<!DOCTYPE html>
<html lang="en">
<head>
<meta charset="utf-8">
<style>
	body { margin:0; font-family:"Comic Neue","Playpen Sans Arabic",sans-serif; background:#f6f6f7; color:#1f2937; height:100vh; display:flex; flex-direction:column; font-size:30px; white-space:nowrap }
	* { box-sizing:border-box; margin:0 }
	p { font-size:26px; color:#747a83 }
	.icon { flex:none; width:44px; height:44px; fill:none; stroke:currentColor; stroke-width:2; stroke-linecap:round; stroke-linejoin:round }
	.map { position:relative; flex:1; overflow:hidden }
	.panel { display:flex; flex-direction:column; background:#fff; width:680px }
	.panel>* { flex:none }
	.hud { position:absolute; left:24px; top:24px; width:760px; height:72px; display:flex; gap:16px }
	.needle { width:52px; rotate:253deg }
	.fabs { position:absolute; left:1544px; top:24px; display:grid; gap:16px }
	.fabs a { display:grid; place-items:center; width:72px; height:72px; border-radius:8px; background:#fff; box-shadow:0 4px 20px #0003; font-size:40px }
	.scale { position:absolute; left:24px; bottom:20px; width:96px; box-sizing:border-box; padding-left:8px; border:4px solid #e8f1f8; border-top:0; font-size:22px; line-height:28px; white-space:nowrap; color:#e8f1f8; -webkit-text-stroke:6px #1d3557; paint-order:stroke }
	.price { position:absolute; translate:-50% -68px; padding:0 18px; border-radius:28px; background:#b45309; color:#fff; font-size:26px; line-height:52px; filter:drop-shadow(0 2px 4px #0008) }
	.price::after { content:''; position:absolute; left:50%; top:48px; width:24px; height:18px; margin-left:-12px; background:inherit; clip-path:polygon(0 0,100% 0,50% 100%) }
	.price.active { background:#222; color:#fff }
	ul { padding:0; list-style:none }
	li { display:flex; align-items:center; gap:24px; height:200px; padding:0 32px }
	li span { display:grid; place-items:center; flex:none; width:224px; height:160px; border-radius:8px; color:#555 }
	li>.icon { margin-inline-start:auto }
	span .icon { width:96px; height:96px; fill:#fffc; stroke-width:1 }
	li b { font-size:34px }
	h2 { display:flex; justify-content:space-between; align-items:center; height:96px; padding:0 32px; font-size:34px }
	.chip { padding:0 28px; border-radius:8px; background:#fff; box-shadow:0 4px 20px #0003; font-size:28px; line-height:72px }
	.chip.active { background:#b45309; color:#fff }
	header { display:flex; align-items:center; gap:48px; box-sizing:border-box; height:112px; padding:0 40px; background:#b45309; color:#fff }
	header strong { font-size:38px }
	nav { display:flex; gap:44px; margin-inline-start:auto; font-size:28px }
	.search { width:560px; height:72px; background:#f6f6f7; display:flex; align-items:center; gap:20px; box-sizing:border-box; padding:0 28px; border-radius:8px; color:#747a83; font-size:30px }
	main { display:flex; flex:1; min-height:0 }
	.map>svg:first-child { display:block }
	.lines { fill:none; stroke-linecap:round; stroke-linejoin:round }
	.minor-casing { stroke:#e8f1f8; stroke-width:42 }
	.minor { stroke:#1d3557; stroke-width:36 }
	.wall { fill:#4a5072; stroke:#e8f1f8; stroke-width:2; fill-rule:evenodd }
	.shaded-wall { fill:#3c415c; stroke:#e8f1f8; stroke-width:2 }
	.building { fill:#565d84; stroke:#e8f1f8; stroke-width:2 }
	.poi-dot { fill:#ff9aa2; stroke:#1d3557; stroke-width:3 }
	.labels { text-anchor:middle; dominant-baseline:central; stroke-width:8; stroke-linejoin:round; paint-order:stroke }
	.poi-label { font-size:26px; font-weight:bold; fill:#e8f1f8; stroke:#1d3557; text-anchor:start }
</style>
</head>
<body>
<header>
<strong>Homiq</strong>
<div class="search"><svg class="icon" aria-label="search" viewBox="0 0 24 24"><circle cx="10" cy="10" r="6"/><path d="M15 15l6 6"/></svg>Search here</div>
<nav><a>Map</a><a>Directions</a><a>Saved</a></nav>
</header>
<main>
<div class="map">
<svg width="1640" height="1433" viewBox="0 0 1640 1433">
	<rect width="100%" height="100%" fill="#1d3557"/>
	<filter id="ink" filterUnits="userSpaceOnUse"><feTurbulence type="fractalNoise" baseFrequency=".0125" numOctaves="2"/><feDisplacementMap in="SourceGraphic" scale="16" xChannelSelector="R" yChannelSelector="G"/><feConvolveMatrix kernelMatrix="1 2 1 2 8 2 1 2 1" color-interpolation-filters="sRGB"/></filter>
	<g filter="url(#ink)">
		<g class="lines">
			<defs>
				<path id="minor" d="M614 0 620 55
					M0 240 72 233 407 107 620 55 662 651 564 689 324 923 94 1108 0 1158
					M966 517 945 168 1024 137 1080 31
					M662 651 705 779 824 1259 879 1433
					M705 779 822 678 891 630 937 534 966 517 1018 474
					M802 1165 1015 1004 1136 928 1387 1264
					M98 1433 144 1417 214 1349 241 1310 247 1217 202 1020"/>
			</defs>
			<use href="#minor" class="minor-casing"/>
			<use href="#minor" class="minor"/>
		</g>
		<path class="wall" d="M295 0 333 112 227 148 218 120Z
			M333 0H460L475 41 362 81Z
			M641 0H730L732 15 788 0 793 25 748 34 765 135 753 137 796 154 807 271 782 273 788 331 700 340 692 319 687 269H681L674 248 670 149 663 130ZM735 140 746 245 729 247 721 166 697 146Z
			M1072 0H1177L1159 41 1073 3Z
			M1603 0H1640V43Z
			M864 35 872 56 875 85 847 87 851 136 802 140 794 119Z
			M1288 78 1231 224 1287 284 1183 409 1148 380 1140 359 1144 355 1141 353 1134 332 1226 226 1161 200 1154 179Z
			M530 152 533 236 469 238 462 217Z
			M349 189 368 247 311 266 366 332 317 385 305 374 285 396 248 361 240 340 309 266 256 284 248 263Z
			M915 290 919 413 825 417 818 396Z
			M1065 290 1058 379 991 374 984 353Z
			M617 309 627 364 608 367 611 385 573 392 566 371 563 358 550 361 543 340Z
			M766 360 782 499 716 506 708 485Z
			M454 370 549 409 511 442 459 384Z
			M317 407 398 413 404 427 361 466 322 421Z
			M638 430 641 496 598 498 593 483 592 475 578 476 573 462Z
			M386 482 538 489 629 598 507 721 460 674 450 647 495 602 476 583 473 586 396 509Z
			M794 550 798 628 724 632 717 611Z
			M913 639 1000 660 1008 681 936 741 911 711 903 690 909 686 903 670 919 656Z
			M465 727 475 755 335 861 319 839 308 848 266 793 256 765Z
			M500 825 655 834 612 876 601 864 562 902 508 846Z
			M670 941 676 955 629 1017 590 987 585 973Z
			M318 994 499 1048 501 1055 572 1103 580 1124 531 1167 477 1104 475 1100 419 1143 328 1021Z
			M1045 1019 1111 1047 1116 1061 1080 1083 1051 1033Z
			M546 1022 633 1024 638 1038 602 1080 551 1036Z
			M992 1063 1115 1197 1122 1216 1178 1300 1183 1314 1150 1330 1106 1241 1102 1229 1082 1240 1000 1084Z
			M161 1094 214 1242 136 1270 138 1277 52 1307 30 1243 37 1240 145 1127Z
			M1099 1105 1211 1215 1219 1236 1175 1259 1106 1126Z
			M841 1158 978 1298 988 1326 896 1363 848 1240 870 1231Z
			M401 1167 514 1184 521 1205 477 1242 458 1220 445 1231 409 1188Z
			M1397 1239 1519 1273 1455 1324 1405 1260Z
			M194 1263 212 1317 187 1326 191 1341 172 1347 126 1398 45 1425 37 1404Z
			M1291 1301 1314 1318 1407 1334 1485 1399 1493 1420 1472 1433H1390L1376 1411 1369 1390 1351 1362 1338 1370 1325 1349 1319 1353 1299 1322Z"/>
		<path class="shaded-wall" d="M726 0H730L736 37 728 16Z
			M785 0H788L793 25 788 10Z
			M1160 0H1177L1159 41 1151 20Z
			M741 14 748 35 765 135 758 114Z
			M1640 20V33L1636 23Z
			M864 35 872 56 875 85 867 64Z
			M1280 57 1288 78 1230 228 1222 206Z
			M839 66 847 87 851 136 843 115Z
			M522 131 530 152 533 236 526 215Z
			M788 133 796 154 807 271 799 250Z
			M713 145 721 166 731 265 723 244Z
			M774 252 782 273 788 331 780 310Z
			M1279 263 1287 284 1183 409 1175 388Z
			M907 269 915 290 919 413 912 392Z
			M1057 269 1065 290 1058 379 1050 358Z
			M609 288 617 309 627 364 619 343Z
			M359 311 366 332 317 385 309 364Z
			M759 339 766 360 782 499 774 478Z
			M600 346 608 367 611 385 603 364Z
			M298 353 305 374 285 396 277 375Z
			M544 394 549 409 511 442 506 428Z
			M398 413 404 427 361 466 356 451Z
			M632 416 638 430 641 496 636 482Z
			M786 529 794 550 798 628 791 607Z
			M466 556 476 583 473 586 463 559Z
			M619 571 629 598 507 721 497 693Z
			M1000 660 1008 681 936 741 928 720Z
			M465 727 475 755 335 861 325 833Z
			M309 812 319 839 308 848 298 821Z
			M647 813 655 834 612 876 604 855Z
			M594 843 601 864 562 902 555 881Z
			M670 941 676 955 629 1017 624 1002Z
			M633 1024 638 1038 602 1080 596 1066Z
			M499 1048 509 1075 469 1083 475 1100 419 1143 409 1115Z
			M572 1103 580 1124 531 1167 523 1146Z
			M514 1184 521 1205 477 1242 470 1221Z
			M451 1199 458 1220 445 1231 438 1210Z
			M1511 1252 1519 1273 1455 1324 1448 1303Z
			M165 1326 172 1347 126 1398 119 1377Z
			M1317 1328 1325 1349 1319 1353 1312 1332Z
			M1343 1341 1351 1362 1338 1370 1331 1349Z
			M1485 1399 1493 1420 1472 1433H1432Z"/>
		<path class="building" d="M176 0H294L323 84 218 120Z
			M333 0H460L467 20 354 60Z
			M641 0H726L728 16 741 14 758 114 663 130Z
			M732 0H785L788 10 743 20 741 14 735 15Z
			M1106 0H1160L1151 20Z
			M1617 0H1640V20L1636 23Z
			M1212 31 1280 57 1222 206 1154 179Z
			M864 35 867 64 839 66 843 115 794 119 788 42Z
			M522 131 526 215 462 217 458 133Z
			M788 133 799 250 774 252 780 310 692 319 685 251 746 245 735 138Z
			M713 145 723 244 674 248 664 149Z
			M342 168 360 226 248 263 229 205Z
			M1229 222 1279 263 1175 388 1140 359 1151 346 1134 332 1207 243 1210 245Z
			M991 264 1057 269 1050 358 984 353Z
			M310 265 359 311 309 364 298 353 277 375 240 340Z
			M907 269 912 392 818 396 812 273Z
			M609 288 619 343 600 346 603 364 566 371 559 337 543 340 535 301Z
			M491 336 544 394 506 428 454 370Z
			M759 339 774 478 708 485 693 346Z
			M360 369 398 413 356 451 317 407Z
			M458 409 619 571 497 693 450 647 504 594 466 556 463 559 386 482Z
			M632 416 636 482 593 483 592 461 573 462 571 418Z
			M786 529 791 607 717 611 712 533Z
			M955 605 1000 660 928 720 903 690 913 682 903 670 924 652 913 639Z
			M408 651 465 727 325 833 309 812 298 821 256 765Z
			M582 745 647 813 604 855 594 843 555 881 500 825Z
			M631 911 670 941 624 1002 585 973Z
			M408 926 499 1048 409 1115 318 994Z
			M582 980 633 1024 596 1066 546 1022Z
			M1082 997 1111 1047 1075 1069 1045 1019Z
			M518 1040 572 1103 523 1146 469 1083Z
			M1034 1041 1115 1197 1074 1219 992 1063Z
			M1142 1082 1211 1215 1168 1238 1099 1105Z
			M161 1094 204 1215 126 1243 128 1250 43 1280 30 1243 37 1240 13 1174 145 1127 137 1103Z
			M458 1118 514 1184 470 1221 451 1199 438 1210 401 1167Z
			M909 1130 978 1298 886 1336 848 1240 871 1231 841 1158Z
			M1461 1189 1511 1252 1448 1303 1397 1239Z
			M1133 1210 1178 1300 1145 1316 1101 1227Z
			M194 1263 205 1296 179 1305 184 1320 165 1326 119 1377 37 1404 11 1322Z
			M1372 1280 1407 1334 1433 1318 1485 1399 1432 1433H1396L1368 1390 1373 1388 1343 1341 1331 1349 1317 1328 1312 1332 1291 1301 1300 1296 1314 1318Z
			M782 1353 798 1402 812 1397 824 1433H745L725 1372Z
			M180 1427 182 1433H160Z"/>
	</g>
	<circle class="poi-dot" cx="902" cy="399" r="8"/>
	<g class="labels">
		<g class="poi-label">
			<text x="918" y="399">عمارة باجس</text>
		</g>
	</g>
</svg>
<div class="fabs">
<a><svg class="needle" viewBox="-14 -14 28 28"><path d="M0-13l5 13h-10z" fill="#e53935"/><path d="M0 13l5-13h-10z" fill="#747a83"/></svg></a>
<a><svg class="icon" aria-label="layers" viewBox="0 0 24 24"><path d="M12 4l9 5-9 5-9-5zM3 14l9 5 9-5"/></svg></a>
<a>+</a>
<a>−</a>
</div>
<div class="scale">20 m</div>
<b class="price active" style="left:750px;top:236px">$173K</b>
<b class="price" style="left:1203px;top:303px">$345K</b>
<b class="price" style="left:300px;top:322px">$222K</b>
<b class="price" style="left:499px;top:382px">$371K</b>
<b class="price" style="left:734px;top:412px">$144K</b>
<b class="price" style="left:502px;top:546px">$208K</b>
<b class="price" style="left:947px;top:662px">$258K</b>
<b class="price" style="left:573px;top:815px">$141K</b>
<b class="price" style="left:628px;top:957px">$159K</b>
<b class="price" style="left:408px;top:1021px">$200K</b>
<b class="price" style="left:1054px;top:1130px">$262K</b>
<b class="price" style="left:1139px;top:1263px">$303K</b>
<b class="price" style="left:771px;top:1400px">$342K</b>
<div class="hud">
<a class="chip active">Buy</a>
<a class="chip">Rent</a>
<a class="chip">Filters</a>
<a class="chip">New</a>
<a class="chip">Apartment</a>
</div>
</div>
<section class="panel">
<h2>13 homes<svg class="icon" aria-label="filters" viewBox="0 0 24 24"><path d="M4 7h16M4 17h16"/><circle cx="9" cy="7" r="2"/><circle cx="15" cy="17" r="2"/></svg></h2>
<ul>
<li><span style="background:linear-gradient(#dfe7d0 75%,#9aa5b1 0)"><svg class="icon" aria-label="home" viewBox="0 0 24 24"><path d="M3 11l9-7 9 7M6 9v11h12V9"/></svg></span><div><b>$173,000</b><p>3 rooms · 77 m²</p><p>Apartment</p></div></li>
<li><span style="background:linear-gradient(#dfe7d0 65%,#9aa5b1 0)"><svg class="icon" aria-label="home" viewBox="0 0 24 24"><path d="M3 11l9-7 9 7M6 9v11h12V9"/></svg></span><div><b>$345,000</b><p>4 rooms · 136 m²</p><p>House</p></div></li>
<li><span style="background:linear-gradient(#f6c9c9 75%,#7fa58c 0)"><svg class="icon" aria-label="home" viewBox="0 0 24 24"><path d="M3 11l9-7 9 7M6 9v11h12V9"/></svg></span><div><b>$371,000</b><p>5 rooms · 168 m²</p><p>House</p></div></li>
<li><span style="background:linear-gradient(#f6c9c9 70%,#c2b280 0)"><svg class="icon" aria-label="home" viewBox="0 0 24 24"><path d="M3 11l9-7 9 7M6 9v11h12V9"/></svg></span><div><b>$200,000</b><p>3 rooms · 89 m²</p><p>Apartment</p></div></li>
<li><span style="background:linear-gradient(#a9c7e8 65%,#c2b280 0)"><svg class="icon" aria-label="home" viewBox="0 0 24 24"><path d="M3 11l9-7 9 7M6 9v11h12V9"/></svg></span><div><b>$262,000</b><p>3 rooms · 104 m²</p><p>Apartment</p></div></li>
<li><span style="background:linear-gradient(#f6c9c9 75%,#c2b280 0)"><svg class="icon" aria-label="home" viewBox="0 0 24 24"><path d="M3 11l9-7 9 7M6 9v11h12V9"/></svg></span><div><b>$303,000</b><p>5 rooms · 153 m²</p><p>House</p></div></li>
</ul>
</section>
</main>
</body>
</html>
....................
Work order:
Where does the string "anchor" appear in the records? Copy every line that holds it.

Answer for this exercise:
	.labels { text-anchor:middle; dominant-baseline:central; stroke-width:8; stroke-linejoin:round; paint-order:stroke }
	.poi-label { font-size:26px; font-weight:bold; fill:#e8f1f8; stroke:#1d3557; text-anchor:start }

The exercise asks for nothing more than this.